__Records provided__.

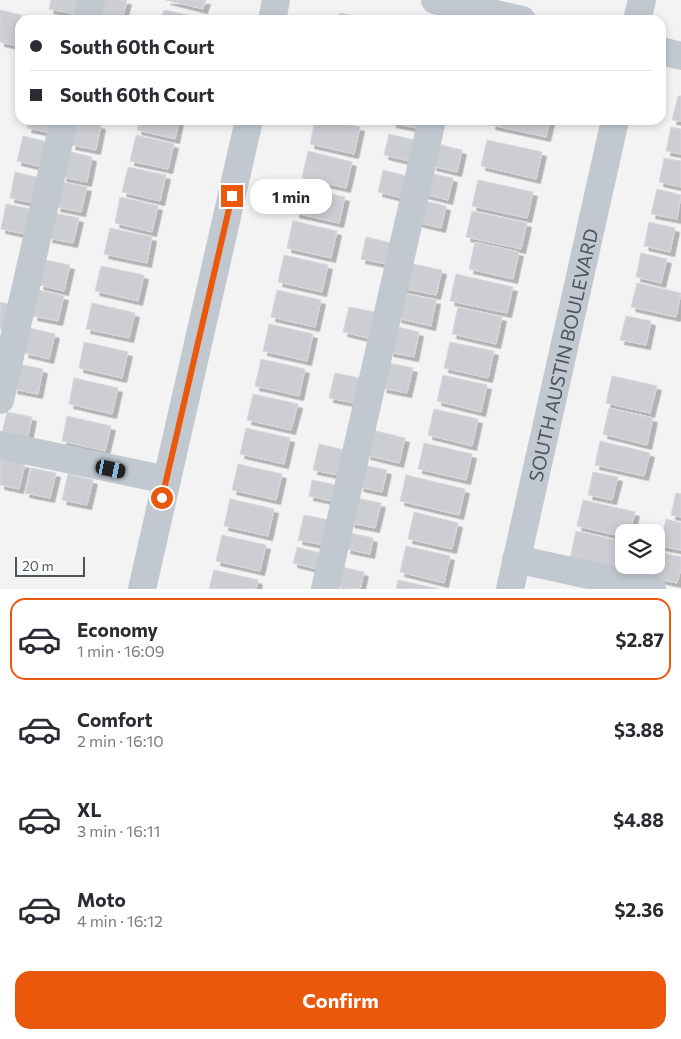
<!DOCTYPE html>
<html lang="en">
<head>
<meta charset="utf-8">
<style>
  :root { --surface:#fff; --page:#f7f7f7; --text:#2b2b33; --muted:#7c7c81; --line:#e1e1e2; --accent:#ea580c }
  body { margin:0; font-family:Commissioner,sans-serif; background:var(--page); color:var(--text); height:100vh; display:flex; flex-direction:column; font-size:19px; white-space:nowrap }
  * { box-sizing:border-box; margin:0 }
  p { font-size:16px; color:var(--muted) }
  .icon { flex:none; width:28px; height:28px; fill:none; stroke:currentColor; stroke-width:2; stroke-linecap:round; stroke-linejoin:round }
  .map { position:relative; height:589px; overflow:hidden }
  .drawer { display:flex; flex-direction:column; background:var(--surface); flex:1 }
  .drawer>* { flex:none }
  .hud { position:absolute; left:15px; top:15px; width:651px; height:110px; border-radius:15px; box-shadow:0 2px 8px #0003; display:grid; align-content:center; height:110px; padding:0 15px; background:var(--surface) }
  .buttons { position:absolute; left:615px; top:524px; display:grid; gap:10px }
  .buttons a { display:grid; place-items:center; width:50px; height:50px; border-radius:10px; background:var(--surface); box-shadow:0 2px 8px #0003; font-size:25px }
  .scale { position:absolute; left:15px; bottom:12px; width:70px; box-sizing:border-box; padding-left:5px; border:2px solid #4b545f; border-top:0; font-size:14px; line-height:18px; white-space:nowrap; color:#4b545f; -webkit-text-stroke:4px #fff; paint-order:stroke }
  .end { position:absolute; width:22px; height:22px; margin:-11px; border:6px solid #ea580c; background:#fff; box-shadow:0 0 0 2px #fff }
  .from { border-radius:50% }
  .bubble { position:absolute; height:35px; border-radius:15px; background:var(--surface); box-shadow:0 2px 8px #0003; font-size:16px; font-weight:700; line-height:35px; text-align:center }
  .car { position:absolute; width:15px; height:30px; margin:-15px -8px; border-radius:6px; box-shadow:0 0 4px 1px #0007; background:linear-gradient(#222 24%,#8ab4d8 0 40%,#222 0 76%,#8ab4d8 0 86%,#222 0) }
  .hud b { display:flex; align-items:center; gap:18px; height:48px; font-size:19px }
  .hud b+b { border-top:1px solid var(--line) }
  .hud i { width:12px; height:12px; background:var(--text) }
  ul { padding:9px 0 0; list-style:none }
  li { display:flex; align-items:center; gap:15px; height:82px; margin:0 10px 8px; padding:0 5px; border:2px solid transparent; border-radius:15px }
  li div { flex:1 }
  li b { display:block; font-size:19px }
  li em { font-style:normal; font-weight:700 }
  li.current { border-color:var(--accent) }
  li>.icon { width:45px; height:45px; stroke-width:1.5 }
  .cta { display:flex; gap:10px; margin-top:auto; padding:10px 15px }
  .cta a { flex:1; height:58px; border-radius:15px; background:var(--accent); color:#fff; font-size:20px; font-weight:700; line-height:58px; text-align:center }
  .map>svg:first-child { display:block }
</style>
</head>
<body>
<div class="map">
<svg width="681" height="589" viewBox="0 0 681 589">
  <defs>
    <filter id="shadow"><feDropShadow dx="4.5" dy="4.5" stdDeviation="0" flood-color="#0004"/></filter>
  </defs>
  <rect width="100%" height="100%" fill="#f4f3f3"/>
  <g fill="#cdced4" stroke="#d7d8dd" filter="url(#shadow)">
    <path d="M51,0H77L74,14L49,9Z"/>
    <path d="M101,0H127L122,20H97Z"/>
    <path d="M166,0H206L203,9Z"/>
    <path d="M0,10L21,15L14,45L0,42Z"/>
    <path d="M164,10L201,18V20H161Z"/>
    <path d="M340,13L370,20H339Z"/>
    <path d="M678,96H681V121L672,120Z"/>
    <path d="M29,120H55L52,133L27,128Z"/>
    <path d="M76,120L101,125L96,150L71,145Z"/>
    <path d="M140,120H179L175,139L137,130Z"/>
    <path d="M315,120H327L360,127L354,154L310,144Z"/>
    <path d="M392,120H418L416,128L392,123Z"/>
    <path d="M492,120H550L546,137L491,125Z"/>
    <path d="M671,127L681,129V154L666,151Z"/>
    <path d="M389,134L414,140L409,161L384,155Z"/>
    <path d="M136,135L174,144L168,169L130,161Z"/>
    <path d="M23,136L48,142L42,167L17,161Z"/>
    <path d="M487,140L542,152L536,179L481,166Z"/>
    <path d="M437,144L462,150L457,172L432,166Z"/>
    <path d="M67,151L92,157L87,182L62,177Z"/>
    <path d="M308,151L352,162L346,188L302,178Z"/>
    <path d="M664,158L681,161V187L659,182Z"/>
    <path d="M128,167L166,175L160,201L122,192Z"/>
    <path d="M383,170L407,176L402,198L378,192Z"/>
    <path d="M15,172L40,178L34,203L10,198Z"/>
    <path d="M429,173L453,178L448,200L424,194Z"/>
    <path d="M478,180L533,192L527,218L472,206Z"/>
    <path d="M62,182L87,187L81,212L56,207Z"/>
    <path d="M300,187L345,197L339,223L295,213Z"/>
    <path d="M657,189L681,195L677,219L651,214Z"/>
    <path d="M120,197L158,206L152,232L115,223Z"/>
    <path d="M421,200L446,206L441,228L416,222Z"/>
    <path d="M6,204L31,209L25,234L1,229Z"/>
    <path d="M472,211L527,223L521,249L466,237Z"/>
    <path d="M54,213L79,218L73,243L48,238Z"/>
    <path d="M293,221L337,231L331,258L287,248Z"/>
    <path d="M649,222L675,228L670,252L644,246Z"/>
    <path d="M110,228L152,237L147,263L104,254Z"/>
    <path d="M366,237L391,243L386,264L361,259Z"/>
    <path d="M475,242L519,252L513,279L469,269Z"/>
    <path d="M641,253L667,259L661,283L636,277Z"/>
    <path d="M284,255L328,265L322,292L278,282Z"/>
    <path d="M45,260L70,265L64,291L39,285Z"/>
    <path d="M408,263L442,270L436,295L402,288Z"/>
    <path d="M101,266L144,275L138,301L95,291Z"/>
    <path d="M456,274L513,287L507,313L450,301Z"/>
    <path d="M637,283L681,293L676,317L631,307Z"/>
    <path d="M39,290L64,296L58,321L33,316Z"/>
    <path d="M277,290L321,300L315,327L271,317Z"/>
    <path d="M402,293L436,300L431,326L397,318Z"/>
    <path d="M0,302L11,305L6,330L0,329Z"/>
    <path d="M92,303L135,313L129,338L86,329Z"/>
    <path d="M349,307L374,312L368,338L343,332Z"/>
    <path d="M458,307L502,317L496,344L452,334Z"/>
    <path d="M626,316L651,321L646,345L620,340Z"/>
    <path d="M269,324L313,334L307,361L263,351Z"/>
    <path d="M394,326L419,332L414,357L389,352Z"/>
    <path d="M29,328L55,334L49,359L24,353Z"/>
    <path d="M84,342L128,352L122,378L79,368Z"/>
    <path d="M450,342L494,351L488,378L444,368Z"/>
    <path d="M261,359L305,369L299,396L255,386Z"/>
    <path d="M388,363L413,368L407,393L382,388Z"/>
    <path d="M18,364L43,369L38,394L13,389Z"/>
    <path d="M335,373L360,378L354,403L329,398Z"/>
    <path d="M443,375L487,385L481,412L437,401Z"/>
    <path d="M612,376L657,386L650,413L606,403Z"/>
    <path d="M74,378L118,388L112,414L69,404Z"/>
    <path d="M253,394L298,404L291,430L247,420Z"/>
    <path d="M609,408L653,418L647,445L603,434Z"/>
    <path d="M434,409L478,419L472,446L428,435Z"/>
    <path d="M7,412L32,417L27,442L1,437Z"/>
    <path d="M67,416L111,426L105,451L62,441Z"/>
    <path d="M246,428L290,438L284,464L240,454Z"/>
    <path d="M372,430L405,438L399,463L366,455Z"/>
    <path d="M600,441L650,453L644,476L595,465Z"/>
    <path d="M424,443L472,454L466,480L418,469Z"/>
    <path d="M319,444L344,450L338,475L313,470Z"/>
    <path d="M0,458L25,464L19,489L0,485Z"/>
    <path d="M238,464L282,474L276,500L232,490Z"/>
    <path d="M363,465L387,470L382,492L359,487Z"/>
    <path d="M31,468L56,473L50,498L25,493Z"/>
    <path d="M593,472L618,477L612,500L588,495Z"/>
    <path d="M68,474L93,480L87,505L62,500Z"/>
    <path d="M406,475L465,489L459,515L400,501Z"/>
    <path d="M312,480L336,485L332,501L309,496Z"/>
    <path d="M676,493L681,494V517L671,515Z"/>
    <path d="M356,498L381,503L375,528L350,523Z"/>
    <path d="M230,499L274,509L268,536L224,526Z"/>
    <path d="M583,500L635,512L630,532H624V537L577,526Z"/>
    <path d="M414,512L458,523L452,549L408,539Z"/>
    <path d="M304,515L329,520L323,545L298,540Z"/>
    <path d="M666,519L681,523V550L660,546Z"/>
    <path d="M576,531L624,542V559L621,570L570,558Z"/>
    <path d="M350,533L373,538L370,554L346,549Z"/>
    <path d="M222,535L266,545L260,571L216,561Z"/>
    <path d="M406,546L450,556L444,583L400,572Z"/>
    <path d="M297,547L320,553L317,569L293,563Z"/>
    <path d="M659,552L681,557V569L677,583L653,578Z"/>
    <path d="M342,567L364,572L360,589L337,587Z"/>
    <path d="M214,570L258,580L256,589H209Z"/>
    <path d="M398,580L439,589H396Z"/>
  </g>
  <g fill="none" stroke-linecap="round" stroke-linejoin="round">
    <g stroke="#c1c8d0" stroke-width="28">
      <path d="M435,0L522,20"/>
      <path d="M87,20L91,0"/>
      <path d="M272,20L276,0"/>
      <path d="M637,20L642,0"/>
      <path d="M661,51L681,56"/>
      <path d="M0,400L64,120"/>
      <path d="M0,445L167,480"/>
      <path d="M516,559L652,589"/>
      <path d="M142,589L249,120"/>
      <path d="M325,589L432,120"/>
      <path id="s1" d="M510,589L615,120"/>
    </g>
  </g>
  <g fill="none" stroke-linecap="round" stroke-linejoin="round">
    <path stroke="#ea580c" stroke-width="6" d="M162,498L232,196"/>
  </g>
  <g text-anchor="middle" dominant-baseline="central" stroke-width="4" stroke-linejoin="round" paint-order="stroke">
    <g font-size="19" fill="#4b545f" stroke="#fff">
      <text stroke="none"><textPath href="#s1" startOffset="240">SOUTH AUSTIN BOULEVARD</textPath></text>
    </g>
  </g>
</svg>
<div class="buttons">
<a><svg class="icon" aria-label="layers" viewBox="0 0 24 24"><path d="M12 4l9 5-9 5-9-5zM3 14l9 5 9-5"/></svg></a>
</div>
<div class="scale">20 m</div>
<i class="end from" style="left:162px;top:498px"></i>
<i class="end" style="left:232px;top:196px"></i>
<div class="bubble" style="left:250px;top:179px;width:82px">1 min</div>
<i class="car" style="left:111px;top:469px;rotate:102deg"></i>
<div class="hud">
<b><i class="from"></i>South 60th Court</b>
<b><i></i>South 60th Court</b>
</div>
</div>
<section class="drawer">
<ul>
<li class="current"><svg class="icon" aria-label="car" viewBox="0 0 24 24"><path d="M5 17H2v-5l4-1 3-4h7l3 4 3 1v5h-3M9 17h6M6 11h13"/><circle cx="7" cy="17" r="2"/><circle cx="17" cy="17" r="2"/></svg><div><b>Economy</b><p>1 min · 16:09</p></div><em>$2.87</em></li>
<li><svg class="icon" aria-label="car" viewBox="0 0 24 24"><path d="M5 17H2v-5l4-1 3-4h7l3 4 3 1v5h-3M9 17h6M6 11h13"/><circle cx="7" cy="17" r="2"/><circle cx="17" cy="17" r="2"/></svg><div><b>Comfort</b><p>2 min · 16:10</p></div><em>$3.88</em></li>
<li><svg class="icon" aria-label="car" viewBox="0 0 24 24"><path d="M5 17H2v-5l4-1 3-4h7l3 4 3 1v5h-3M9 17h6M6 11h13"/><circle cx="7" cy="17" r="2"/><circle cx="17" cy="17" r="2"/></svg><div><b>XL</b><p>3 min · 16:11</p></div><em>$4.88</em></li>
<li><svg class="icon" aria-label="car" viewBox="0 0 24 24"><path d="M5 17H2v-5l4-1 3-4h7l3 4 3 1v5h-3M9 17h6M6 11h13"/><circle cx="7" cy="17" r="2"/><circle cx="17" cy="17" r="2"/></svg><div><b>Moto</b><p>4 min · 16:12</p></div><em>$2.36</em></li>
</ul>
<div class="cta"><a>Confirm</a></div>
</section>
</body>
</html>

__Required action__. With the pictures left out, restate word for word every line of the data above, from the first down to the line that contains "position:absolute; height:35px; border-radius:15px;".

__Finished exercise__.
<!DOCTYPE html>
<html lang="en">
<head>
<meta charset="utf-8">
<style>
  :root { --surface:#fff; --page:#f7f7f7; --text:#2b2b33; --muted:#7c7c81; --line:#e1e1e2; --accent:#ea580c }
  body { margin:0; font-family:Commissioner,sans-serif; background:var(--page); color:var(--text); height:100vh; display:flex; flex-direction:column; font-size:19px; white-space:nowrap }
  * { box-sizing:border-box; margin:0 }
  p { font-size:16px; color:var(--muted) }
  .icon { flex:none; width:28px; height:28px; fill:none; stroke:currentColor; stroke-width:2; stroke-linecap:round; stroke-linejoin:round }
  .map { position:relative; height:589px; overflow:hidden }
  .drawer { display:flex; flex-direction:column; background:var(--surface); flex:1 }
  .drawer>* { flex:none }
  .hud { position:absolute; left:15px; top:15px; width:651px; height:110px; border-radius:15px; box-shadow:0 2px 8px #0003; display:grid; align-content:center; height:110px; padding:0 15px; background:var(--surface) }
  .buttons { position:absolute; left:615px; top:524px; display:grid; gap:10px }
  .buttons a { display:grid; place-items:center; width:50px; height:50px; border-radius:10px; background:var(--surface); box-shadow:0 2px 8px #0003; font-size:25px }
  .scale { position:absolute; left:15px; bottom:12px; width:70px; box-sizing:border-box; padding-left:5px; border:2px solid #4b545f; border-top:0; font-size:14px; line-height:18px; white-space:nowrap; color:#4b545f; -webkit-text-stroke:4px #fff; paint-order:stroke }
  .end { position:absolute; width:22px; height:22px; margin:-11px; border:6px solid #ea580c; background:#fff; box-shadow:0 0 0 2px #fff }
  .from { border-radius:50% }
  .bubble { position:absolute; height:35px; border-radius:15px; background:var(--surface); box-shadow:0 2px 8px #0003; font-size:16px; font-weight:700; line-height:35px; text-align:center }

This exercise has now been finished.